## Collected data:
..........
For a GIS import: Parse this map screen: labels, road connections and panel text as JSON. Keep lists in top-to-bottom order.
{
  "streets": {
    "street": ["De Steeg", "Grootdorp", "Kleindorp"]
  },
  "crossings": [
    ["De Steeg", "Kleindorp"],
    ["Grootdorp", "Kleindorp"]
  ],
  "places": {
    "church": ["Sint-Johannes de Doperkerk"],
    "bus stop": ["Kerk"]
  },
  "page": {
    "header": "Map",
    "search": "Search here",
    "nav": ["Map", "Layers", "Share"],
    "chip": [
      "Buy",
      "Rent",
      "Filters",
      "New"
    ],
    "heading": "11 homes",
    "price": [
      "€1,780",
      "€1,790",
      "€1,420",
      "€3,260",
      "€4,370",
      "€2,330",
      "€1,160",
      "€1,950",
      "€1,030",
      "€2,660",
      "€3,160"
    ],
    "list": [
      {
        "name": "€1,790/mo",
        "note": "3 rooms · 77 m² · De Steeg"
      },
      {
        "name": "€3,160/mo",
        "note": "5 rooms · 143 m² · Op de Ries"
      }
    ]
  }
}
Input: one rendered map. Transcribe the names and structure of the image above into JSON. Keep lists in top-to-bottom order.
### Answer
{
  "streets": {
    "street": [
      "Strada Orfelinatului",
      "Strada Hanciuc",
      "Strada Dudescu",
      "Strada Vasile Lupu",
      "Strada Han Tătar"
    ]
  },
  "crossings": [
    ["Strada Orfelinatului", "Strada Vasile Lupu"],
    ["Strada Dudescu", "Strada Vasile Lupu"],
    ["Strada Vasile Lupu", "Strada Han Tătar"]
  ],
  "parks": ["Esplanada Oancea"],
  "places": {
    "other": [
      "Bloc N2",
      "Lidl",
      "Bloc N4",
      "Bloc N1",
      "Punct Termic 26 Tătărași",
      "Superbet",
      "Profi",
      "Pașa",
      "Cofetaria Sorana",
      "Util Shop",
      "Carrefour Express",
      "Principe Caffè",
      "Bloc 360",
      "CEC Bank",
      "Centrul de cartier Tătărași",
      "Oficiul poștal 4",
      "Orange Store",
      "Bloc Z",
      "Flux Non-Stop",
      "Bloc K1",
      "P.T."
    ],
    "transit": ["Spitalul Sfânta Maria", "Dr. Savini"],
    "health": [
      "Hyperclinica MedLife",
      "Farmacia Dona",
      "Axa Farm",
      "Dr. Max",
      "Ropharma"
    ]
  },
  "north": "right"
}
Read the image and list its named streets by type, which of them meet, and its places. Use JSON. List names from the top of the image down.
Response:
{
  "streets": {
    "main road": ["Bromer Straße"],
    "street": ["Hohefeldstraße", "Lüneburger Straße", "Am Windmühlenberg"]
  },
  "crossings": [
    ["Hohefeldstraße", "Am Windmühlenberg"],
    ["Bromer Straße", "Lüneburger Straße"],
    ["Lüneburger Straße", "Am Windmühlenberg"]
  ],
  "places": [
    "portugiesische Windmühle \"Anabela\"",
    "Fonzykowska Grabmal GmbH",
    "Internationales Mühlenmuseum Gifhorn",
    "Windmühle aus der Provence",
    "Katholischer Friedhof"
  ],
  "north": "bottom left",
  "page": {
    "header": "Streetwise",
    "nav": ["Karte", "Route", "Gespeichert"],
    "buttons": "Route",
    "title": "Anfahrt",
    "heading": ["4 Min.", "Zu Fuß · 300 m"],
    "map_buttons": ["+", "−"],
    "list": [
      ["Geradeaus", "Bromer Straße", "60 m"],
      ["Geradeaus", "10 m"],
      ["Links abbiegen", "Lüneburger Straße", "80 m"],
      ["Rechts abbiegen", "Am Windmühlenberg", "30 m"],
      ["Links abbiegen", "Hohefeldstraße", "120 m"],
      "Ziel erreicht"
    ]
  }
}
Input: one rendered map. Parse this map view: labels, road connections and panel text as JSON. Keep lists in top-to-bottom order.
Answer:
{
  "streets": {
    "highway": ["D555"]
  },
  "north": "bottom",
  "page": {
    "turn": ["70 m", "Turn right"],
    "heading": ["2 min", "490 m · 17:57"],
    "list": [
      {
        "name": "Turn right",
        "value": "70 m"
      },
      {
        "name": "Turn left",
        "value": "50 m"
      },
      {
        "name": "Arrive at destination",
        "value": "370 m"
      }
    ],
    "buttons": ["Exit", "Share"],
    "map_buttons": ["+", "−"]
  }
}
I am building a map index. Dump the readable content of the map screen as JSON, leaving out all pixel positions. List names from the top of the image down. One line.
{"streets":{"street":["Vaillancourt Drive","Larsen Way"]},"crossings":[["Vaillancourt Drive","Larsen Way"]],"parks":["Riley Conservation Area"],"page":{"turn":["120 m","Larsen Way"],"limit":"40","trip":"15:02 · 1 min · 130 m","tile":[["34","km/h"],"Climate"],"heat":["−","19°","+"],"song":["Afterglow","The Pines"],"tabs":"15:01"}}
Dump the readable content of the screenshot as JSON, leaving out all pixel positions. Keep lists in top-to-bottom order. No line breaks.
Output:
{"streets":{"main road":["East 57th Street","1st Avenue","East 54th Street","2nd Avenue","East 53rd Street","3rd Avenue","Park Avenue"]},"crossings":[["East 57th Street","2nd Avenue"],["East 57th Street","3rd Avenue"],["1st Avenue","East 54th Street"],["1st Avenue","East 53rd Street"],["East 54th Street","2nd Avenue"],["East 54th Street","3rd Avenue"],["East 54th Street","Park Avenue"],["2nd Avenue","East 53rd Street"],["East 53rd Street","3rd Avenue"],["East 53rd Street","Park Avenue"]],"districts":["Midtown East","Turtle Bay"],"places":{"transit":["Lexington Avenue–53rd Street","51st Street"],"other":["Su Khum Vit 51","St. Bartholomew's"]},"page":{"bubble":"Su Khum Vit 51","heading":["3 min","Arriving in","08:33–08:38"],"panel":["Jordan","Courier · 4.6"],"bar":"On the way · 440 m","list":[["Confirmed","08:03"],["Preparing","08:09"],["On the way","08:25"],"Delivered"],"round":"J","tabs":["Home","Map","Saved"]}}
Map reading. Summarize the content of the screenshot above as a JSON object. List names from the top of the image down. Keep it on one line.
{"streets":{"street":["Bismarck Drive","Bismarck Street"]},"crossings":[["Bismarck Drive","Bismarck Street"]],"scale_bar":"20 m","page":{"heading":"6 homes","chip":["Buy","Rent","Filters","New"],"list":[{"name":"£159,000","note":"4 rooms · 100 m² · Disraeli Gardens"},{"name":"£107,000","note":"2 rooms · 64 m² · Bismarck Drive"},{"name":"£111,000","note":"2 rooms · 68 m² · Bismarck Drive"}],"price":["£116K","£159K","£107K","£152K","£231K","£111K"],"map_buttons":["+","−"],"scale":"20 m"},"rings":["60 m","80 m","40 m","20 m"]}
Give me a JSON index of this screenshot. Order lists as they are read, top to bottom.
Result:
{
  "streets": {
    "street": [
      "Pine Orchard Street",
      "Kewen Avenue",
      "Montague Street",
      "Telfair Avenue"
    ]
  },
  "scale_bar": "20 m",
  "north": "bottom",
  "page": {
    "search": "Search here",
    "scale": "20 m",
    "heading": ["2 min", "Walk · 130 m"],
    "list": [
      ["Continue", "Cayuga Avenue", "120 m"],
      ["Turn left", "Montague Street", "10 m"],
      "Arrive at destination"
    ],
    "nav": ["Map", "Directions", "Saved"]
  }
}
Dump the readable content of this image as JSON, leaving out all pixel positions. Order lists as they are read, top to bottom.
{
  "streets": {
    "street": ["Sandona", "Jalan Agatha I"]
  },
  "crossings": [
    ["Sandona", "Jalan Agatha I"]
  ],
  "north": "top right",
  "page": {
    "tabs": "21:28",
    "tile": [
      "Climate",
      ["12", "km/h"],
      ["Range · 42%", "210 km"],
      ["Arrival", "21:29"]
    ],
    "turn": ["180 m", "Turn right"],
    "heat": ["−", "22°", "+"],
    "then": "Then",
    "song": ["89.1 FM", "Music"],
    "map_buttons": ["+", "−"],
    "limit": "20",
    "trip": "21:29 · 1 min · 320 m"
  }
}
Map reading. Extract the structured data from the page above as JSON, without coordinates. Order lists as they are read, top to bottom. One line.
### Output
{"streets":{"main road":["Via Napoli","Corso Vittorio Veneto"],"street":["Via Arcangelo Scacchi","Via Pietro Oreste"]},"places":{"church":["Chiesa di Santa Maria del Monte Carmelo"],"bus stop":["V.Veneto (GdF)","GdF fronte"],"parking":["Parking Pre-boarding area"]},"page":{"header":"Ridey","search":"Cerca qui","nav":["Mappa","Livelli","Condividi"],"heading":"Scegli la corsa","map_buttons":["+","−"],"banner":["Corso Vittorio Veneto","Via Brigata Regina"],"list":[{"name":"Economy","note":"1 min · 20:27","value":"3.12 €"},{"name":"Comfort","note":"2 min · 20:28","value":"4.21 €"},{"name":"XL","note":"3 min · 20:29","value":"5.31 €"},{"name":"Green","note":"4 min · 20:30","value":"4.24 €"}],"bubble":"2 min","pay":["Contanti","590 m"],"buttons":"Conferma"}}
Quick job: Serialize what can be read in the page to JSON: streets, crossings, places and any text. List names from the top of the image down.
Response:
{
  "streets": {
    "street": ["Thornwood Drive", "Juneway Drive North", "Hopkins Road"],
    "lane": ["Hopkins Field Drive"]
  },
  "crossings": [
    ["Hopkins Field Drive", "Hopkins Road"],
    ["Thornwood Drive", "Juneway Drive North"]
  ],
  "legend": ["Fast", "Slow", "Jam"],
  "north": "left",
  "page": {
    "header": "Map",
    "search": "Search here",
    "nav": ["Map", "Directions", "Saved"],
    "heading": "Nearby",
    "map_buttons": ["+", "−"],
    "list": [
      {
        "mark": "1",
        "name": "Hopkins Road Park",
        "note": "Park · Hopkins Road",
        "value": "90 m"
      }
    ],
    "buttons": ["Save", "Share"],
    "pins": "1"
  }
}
..........
## EXERCISE INSTRUCTIONS:
Please count the lines above containing "Input"; number only.

## TASK OUTPUT:
2